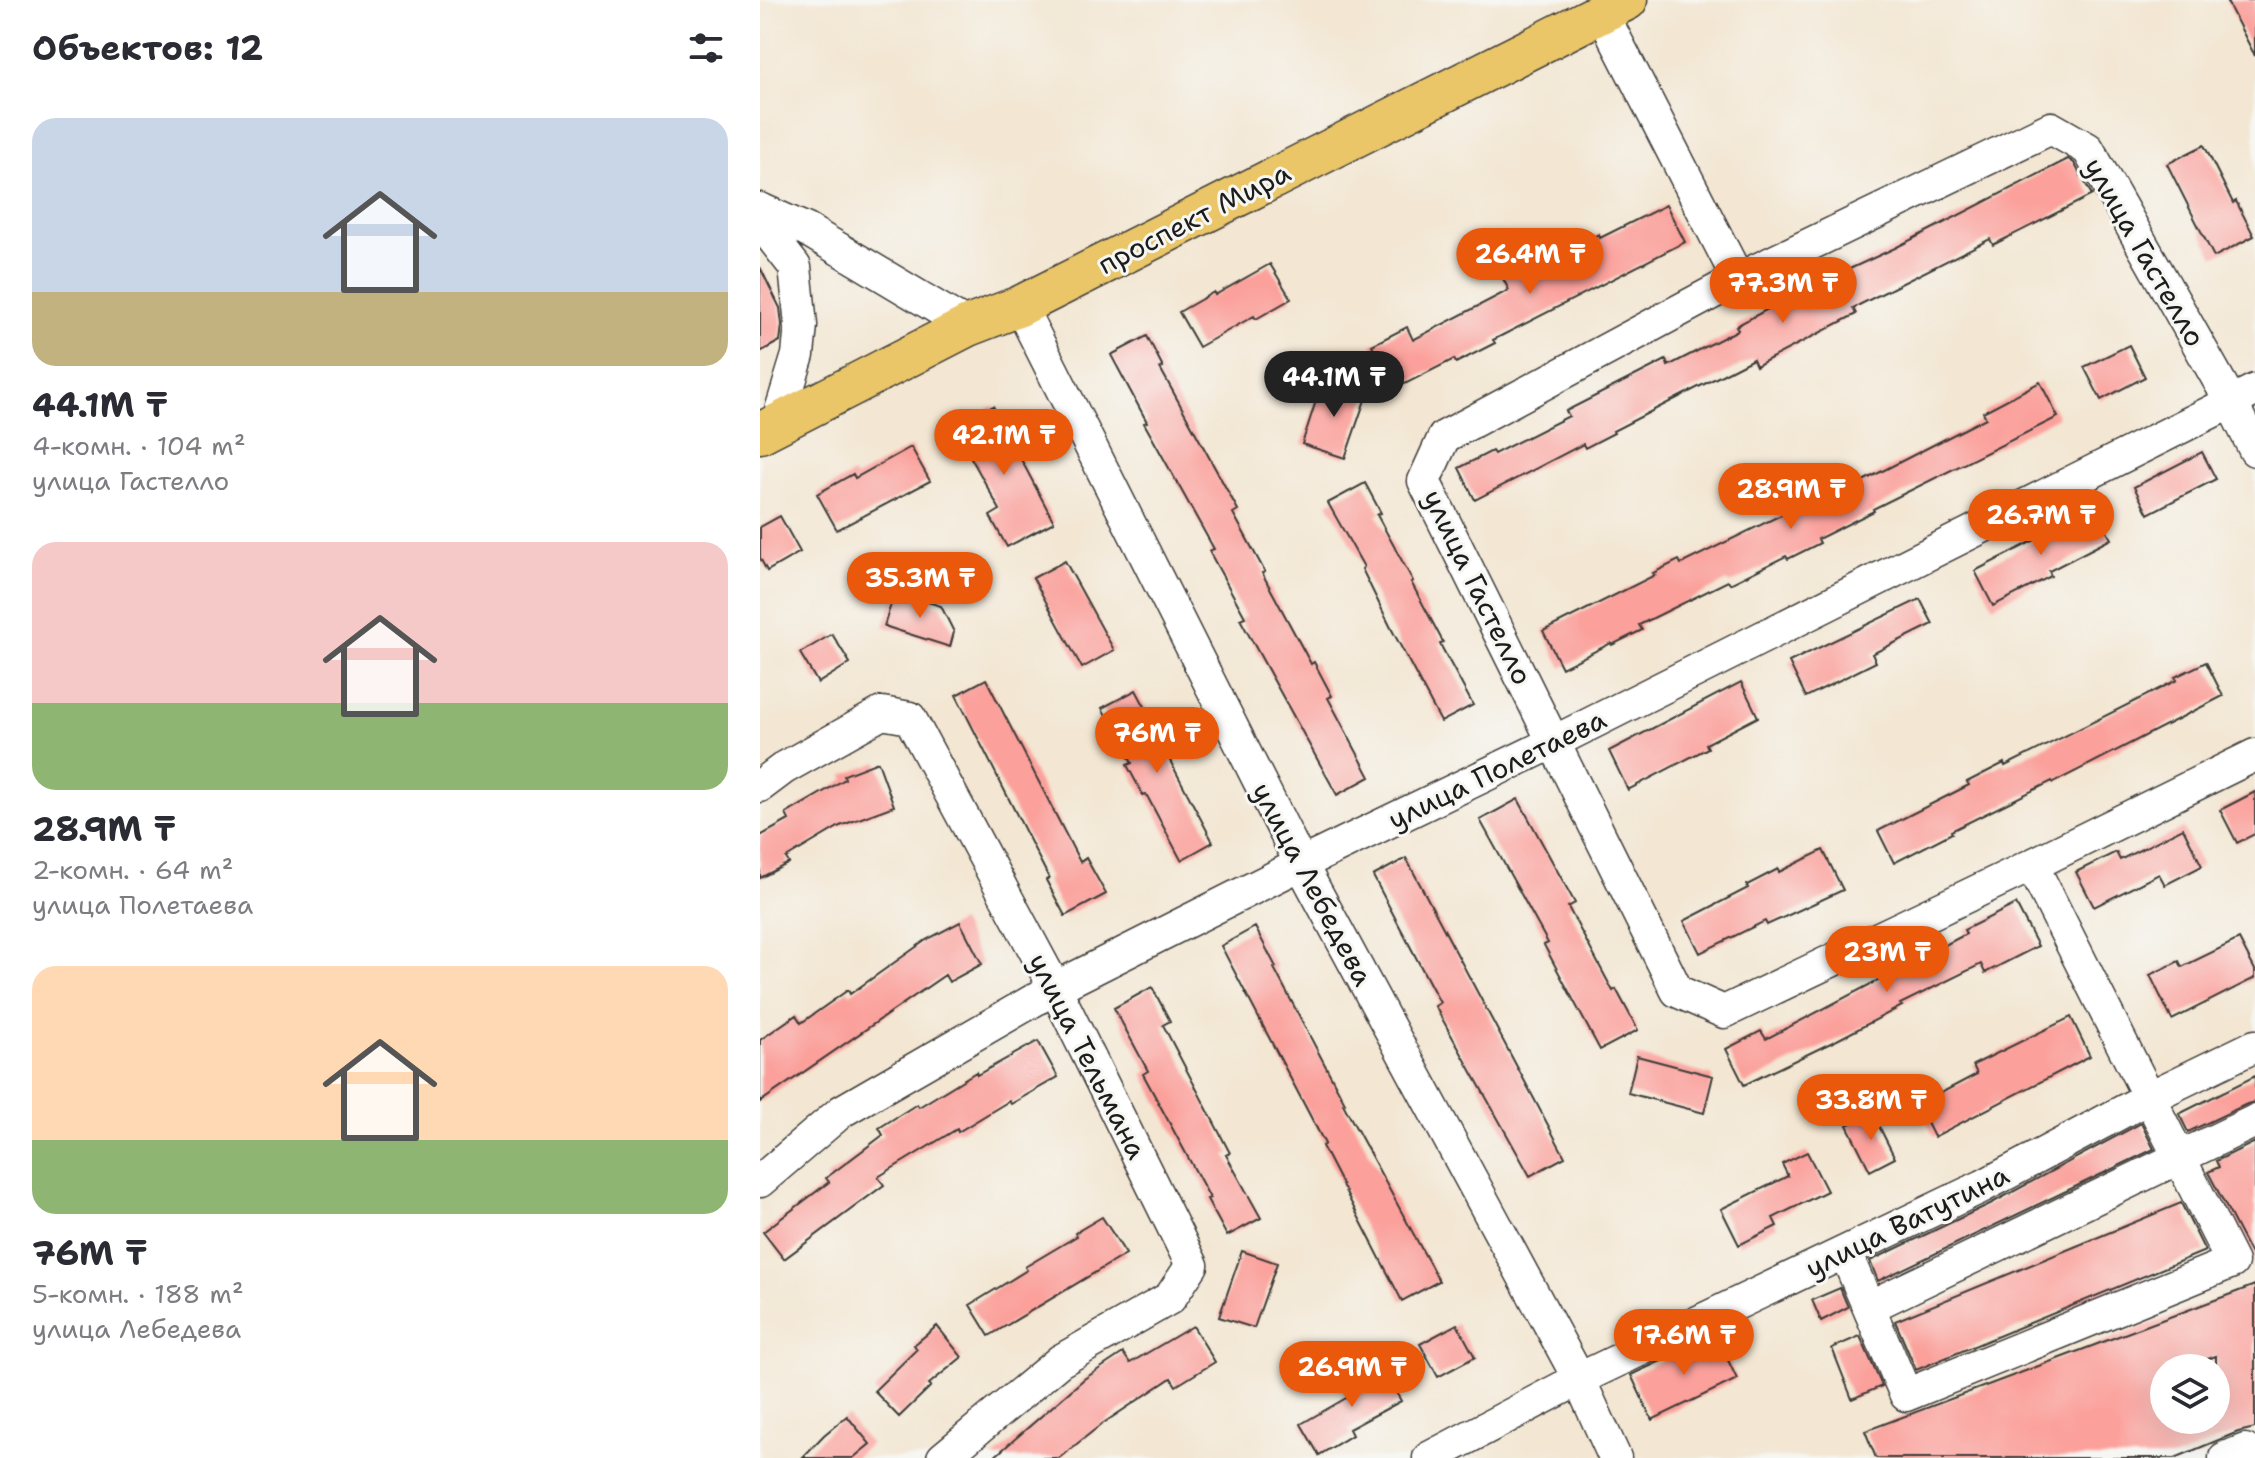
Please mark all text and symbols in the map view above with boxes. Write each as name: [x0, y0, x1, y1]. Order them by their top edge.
text: Объектов: 12: [32, 25, 263, 71]
icon: filters: [684, 26, 728, 70]
street label: улица Гастелло: [2075, 150, 2215, 354]
street label: проспект Мира: [1091, 153, 1297, 283]
icon: home: [308, 170, 452, 314]
pin: 26.4M ₸: [1456, 228, 1604, 296]
text: 26.4M ₸: [1474, 236, 1586, 271]
pin: 77.3M ₸: [1709, 257, 1857, 325]
text: 77.3M ₸: [1728, 265, 1838, 300]
pin: 44.1M ₸: [1260, 351, 1408, 419]
text: 44.1M ₸: [1282, 359, 1386, 394]
text: 44.1M ₸: [32, 382, 167, 428]
pin: 42.1M ₸: [930, 409, 1078, 477]
text: 42.1M ₸: [952, 417, 1056, 452]
text: 4-комн. · 104 m²: [32, 428, 246, 463]
text: улица Гастелло: [32, 463, 229, 498]
pin: 28.9M ₸: [1717, 463, 1865, 531]
text: 28.9M ₸: [1736, 471, 1846, 506]
street label: улица Гастелло: [1414, 483, 1542, 691]
pin: 26.7M ₸: [1967, 489, 2115, 557]
text: 26.7M ₸: [1986, 497, 2096, 532]
pin: 35.3M ₸: [846, 552, 994, 620]
text: 35.3M ₸: [865, 560, 975, 595]
icon: home: [308, 594, 452, 738]
street label: улица Полетаева: [1382, 700, 1612, 838]
pin: 76M ₸: [1101, 707, 1213, 775]
text: 76M ₸: [1113, 715, 1201, 750]
street label: улица Лебедева: [1243, 776, 1383, 992]
text: 28.9M ₸: [32, 806, 175, 852]
text: 2-комн. · 64 m²: [32, 852, 234, 887]
text: улица Полетаева: [32, 887, 253, 922]
pin: 23M ₸: [1831, 926, 1943, 994]
text: 23M ₸: [1843, 934, 1931, 969]
street label: улица Тельмана: [1020, 947, 1156, 1165]
icon: home: [308, 1018, 452, 1162]
pin: 33.8M ₸: [1797, 1074, 1945, 1142]
text: 33.8M ₸: [1815, 1082, 1927, 1117]
street label: улица Ватутина: [1799, 1155, 2015, 1287]
text: 76M ₸: [32, 1230, 147, 1276]
text: 5-комн. · 188 m²: [32, 1276, 244, 1311]
pin: 17.6M ₸: [1610, 1309, 1758, 1377]
text: улица Лебедева: [32, 1311, 241, 1346]
text: 17.6M ₸: [1632, 1317, 1736, 1352]
pin: 26.9M ₸: [1278, 1341, 1426, 1409]
text: 26.9M ₸: [1297, 1349, 1407, 1384]
map controls: [2150, 1354, 2230, 1434]
button: layers: [2150, 1354, 2230, 1434]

-.-.-

■ Problem description
Copy out all the data exactly, skipping the pictures.

■ Finished exercise
Please mark all text and symbols in the map view above with boxes. Write each as name: [x0, y0, x1, y1]. Order them by their top edge.
text: Объектов: 12: [32, 25, 263, 71]
icon: filters: [684, 26, 728, 70]
street label: улица Гастелло: [2075, 150, 2215, 354]
street label: проспект Мира: [1091, 153, 1297, 283]
icon: home: [308, 170, 452, 314]
pin: 26.4M ₸: [1456, 228, 1604, 296]
text: 26.4M ₸: [1474, 236, 1586, 271]
pin: 77.3M ₸: [1709, 257, 1857, 325]
text: 77.3M ₸: [1728, 265, 1838, 300]
pin: 44.1M ₸: [1260, 351, 1408, 419]
text: 44.1M ₸: [1282, 359, 1386, 394]
text: 44.1M ₸: [32, 382, 167, 428]
pin: 42.1M ₸: [930, 409, 1078, 477]
text: 42.1M ₸: [952, 417, 1056, 452]
text: 4-комн. · 104 m²: [32, 428, 246, 463]
text: улица Гастелло: [32, 463, 229, 498]
pin: 28.9M ₸: [1717, 463, 1865, 531]
text: 28.9M ₸: [1736, 471, 1846, 506]
street label: улица Гастелло: [1414, 483, 1542, 691]
pin: 26.7M ₸: [1967, 489, 2115, 557]
text: 26.7M ₸: [1986, 497, 2096, 532]
pin: 35.3M ₸: [846, 552, 994, 620]
text: 35.3M ₸: [865, 560, 975, 595]
icon: home: [308, 594, 452, 738]
street label: улица Полетаева: [1382, 700, 1612, 838]
pin: 76M ₸: [1101, 707, 1213, 775]
text: 76M ₸: [1113, 715, 1201, 750]
street label: улица Лебедева: [1243, 776, 1383, 992]
text: 28.9M ₸: [32, 806, 175, 852]
text: 2-комн. · 64 m²: [32, 852, 234, 887]
text: улица Полетаева: [32, 887, 253, 922]
pin: 23M ₸: [1831, 926, 1943, 994]
text: 23M ₸: [1843, 934, 1931, 969]
street label: улица Тельмана: [1020, 947, 1156, 1165]
icon: home: [308, 1018, 452, 1162]
pin: 33.8M ₸: [1797, 1074, 1945, 1142]
text: 33.8M ₸: [1815, 1082, 1927, 1117]
street label: улица Ватутина: [1799, 1155, 2015, 1287]
text: 76M ₸: [32, 1230, 147, 1276]
text: 5-комн. · 188 m²: [32, 1276, 244, 1311]
pin: 17.6M ₸: [1610, 1309, 1758, 1377]
text: улица Лебедева: [32, 1311, 241, 1346]
text: 17.6M ₸: [1632, 1317, 1736, 1352]
pin: 26.9M ₸: [1278, 1341, 1426, 1409]
text: 26.9M ₸: [1297, 1349, 1407, 1384]
map controls: [2150, 1354, 2230, 1434]
button: layers: [2150, 1354, 2230, 1434]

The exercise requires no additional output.